### What is expected
The lines to extract run from the first line of the entries through the line that contains "width:45px; height:45px; display:grid;"; reproduce exactly those lines and no others.

(Stored data entries)
---
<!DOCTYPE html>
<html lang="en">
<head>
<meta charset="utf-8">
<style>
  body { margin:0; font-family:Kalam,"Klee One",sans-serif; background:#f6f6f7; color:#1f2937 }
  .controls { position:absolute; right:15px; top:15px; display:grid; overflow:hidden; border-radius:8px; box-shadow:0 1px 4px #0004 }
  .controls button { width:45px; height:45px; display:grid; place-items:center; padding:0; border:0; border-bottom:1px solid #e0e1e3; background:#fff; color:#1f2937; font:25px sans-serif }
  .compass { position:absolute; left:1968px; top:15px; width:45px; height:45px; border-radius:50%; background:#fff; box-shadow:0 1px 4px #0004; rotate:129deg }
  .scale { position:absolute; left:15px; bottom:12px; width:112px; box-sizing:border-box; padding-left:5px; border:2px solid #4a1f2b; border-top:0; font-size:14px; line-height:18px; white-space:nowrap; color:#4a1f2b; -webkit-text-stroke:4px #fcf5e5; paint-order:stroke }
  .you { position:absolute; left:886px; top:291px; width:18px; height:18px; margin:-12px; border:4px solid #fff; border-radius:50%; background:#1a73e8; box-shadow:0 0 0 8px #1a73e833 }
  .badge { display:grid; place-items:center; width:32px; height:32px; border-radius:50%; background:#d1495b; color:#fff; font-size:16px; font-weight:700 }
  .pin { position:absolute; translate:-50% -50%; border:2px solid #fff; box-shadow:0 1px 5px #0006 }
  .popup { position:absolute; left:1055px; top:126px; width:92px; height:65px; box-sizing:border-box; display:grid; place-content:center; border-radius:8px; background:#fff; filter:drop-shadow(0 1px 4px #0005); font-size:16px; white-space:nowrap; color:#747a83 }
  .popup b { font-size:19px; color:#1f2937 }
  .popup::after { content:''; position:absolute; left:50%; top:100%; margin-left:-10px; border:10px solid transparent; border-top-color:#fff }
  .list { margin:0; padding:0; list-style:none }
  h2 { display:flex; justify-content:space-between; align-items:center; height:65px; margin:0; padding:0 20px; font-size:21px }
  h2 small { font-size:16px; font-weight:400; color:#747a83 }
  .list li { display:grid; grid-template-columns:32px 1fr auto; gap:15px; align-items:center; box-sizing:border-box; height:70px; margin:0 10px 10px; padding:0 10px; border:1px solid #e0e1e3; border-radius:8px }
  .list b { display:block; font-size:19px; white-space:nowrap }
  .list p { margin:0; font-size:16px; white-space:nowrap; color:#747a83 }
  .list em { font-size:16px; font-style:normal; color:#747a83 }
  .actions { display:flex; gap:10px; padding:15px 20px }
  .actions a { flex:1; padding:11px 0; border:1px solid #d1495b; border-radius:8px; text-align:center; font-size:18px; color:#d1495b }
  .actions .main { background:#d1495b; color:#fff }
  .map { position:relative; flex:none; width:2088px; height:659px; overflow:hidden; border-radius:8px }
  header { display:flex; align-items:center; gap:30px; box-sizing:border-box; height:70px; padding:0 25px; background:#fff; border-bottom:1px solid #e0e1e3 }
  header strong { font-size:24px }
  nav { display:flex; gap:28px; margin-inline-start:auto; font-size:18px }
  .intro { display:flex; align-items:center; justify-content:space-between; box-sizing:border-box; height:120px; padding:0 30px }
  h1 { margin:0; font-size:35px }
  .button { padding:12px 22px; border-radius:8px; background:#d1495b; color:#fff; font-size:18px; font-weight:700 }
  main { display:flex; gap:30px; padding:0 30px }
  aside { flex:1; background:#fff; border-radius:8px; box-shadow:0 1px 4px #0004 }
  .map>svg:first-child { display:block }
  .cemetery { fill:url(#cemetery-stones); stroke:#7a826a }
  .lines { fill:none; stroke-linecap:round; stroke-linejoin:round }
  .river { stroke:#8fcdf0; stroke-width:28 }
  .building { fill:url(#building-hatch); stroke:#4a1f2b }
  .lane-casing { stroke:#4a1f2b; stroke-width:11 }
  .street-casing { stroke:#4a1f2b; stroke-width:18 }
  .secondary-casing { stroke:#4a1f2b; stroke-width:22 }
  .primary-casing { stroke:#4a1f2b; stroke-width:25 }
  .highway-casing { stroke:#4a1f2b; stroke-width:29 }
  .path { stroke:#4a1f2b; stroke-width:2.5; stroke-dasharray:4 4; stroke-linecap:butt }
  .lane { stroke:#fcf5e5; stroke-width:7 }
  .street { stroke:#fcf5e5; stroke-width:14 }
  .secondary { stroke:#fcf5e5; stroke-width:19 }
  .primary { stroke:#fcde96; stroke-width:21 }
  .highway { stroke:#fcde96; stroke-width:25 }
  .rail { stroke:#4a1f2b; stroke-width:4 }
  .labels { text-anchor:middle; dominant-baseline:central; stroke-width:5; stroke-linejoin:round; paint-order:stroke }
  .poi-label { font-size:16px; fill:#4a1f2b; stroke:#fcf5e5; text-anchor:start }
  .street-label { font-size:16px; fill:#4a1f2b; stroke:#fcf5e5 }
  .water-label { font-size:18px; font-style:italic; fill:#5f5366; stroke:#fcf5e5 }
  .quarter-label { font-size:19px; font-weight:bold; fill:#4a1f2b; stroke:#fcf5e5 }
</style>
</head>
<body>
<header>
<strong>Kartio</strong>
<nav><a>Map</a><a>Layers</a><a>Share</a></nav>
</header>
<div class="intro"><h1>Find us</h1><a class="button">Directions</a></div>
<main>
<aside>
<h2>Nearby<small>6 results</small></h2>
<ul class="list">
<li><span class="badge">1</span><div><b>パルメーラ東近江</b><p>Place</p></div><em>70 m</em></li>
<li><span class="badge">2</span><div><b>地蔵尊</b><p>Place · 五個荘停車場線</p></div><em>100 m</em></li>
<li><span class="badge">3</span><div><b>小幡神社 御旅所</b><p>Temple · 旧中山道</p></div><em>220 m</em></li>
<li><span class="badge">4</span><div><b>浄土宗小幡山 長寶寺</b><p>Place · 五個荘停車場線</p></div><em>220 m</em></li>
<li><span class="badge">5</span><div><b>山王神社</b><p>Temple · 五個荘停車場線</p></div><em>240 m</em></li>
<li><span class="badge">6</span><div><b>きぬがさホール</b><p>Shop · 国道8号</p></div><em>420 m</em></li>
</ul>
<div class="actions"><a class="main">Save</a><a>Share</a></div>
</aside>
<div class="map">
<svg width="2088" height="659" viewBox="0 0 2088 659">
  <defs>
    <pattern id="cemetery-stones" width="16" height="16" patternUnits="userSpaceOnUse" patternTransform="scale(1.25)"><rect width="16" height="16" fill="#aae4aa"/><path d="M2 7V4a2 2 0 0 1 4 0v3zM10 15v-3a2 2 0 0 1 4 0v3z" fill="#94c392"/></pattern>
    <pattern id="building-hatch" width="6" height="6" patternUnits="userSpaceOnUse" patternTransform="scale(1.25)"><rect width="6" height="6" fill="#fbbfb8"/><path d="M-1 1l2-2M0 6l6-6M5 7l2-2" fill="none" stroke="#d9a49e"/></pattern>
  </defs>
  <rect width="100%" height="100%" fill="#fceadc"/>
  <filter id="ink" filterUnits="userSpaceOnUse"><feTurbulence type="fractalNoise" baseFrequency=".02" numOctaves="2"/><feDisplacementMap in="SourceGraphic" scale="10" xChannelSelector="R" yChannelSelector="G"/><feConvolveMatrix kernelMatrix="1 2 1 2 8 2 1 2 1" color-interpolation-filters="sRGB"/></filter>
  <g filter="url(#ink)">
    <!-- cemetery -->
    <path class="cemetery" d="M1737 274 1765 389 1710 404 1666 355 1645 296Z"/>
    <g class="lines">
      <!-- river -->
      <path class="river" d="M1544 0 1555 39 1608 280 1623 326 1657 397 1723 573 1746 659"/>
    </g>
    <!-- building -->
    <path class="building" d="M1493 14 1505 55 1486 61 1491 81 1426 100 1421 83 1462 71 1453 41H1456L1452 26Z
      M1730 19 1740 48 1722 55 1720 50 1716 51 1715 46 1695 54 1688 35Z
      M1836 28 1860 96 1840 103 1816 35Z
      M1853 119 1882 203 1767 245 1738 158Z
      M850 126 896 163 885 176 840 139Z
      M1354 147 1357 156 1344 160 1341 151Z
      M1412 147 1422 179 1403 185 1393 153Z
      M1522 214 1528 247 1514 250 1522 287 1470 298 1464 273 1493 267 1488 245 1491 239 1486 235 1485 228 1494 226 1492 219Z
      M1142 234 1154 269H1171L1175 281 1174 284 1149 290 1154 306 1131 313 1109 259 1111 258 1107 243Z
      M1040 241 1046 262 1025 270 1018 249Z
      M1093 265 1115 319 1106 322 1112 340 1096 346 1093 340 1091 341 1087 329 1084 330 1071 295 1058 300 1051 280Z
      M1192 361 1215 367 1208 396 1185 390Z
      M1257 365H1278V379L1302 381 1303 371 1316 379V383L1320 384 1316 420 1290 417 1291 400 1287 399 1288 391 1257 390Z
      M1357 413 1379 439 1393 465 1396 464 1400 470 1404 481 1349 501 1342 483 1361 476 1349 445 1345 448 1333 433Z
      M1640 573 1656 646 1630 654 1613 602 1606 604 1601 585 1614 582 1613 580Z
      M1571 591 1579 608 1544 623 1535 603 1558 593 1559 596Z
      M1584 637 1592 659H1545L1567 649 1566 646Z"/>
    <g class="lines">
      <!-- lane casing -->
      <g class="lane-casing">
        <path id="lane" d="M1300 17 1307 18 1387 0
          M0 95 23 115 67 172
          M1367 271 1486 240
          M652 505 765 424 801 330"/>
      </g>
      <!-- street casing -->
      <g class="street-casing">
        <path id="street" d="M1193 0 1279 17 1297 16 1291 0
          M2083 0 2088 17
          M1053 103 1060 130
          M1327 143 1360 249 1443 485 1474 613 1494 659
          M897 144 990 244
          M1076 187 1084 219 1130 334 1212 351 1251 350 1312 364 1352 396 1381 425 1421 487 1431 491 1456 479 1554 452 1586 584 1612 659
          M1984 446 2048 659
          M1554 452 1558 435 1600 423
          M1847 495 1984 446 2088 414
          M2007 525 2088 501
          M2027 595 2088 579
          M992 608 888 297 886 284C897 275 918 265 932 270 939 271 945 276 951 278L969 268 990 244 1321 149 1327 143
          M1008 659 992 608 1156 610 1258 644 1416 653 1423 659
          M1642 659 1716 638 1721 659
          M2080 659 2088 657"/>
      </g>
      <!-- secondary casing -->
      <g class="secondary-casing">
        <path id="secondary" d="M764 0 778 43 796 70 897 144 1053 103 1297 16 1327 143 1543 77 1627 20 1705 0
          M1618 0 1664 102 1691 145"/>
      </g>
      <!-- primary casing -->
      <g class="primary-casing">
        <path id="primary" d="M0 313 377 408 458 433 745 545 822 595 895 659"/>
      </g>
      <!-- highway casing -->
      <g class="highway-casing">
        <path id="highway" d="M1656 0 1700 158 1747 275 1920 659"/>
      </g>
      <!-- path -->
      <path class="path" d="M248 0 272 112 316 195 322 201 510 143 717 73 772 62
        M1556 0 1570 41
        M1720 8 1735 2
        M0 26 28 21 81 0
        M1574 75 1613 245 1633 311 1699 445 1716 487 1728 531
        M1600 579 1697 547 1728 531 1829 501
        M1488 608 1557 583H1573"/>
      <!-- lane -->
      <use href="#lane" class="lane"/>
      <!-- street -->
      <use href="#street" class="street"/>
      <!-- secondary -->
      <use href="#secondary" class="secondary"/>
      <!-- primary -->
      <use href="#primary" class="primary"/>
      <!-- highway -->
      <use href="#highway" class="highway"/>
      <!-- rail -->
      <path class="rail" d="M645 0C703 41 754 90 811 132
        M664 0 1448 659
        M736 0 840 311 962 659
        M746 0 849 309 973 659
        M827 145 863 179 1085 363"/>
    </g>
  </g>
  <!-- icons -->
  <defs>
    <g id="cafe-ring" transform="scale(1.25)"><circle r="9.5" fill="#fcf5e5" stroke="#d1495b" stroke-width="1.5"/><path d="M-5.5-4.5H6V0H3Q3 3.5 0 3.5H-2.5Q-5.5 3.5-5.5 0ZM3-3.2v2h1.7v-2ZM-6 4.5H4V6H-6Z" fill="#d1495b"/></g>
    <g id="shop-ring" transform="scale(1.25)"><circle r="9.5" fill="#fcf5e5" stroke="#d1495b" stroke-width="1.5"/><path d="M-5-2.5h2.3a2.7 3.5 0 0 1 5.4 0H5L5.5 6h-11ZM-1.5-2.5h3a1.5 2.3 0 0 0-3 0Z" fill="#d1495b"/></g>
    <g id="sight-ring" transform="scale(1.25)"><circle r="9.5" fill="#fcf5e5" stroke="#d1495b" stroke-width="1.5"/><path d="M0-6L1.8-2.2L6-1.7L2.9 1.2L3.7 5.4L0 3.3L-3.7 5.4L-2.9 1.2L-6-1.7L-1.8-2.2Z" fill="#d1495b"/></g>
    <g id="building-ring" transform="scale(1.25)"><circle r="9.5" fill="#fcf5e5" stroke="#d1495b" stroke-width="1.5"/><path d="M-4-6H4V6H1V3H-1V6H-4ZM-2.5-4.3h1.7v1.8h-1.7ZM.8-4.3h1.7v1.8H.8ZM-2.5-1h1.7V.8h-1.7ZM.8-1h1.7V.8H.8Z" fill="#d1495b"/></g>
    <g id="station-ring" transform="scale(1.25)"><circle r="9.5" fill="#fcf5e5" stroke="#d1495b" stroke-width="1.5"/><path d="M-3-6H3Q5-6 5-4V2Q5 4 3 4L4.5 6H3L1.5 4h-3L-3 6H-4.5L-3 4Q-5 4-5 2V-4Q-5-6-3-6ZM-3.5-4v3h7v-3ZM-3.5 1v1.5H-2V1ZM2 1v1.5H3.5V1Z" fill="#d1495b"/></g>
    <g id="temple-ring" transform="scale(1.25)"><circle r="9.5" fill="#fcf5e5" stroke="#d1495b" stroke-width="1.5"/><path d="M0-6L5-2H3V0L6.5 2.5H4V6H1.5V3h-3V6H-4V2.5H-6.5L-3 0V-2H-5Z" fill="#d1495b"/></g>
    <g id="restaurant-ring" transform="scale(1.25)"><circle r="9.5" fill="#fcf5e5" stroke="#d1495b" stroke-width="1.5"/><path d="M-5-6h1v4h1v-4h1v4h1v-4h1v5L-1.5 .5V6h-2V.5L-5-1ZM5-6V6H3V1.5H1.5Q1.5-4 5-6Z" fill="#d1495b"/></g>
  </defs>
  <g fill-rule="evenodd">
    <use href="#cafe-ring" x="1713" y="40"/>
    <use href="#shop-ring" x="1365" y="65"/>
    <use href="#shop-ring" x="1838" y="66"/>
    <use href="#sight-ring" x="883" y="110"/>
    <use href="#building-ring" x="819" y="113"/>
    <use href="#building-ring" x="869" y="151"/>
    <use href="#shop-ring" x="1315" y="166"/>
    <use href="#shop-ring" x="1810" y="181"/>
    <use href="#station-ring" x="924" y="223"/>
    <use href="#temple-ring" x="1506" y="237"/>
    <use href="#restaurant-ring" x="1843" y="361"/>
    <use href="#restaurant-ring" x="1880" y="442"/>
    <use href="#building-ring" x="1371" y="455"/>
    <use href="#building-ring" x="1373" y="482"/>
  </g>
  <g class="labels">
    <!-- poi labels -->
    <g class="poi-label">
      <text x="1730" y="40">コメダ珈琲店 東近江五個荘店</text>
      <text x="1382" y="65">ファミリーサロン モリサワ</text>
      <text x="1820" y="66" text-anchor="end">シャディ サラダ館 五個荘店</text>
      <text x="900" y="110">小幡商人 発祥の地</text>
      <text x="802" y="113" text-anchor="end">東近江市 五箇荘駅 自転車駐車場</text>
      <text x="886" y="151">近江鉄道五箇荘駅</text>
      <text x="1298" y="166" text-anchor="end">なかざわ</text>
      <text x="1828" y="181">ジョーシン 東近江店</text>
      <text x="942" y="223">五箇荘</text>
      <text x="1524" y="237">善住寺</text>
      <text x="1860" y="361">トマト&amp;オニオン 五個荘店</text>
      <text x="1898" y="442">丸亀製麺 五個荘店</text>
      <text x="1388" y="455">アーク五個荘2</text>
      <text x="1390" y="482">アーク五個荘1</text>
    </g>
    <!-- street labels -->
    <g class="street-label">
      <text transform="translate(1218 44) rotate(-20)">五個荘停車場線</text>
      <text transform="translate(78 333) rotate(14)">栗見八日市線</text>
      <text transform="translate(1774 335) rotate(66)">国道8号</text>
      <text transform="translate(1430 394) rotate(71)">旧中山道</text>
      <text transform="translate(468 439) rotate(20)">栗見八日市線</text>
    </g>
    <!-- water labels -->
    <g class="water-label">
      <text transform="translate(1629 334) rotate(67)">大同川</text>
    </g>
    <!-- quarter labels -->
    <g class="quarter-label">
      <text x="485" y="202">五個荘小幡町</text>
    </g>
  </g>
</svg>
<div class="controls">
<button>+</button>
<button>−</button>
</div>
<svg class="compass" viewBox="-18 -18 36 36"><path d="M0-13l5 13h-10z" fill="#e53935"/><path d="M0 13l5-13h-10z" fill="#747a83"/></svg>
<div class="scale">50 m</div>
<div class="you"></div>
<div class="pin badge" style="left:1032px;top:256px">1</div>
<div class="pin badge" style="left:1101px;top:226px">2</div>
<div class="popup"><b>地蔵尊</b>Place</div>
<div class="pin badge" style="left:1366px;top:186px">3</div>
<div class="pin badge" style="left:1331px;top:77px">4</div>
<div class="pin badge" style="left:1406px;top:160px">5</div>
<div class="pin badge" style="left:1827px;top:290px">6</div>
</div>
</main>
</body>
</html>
---
### Answer space
<!DOCTYPE html>
<html lang="en">
<head>
<meta charset="utf-8">
<style>
  body { margin:0; font-family:Kalam,"Klee One",sans-serif; background:#f6f6f7; color:#1f2937 }
  .controls { position:absolute; right:15px; top:15px; display:grid; overflow:hidden; border-radius:8px; box-shadow:0 1px 4px #0004 }
  .controls button { width:45px; height:45px; display:grid; place-items:center; padding:0; border:0; border-bottom:1px solid #e0e1e3; background:#fff; color:#1f2937; font:25px sans-serif }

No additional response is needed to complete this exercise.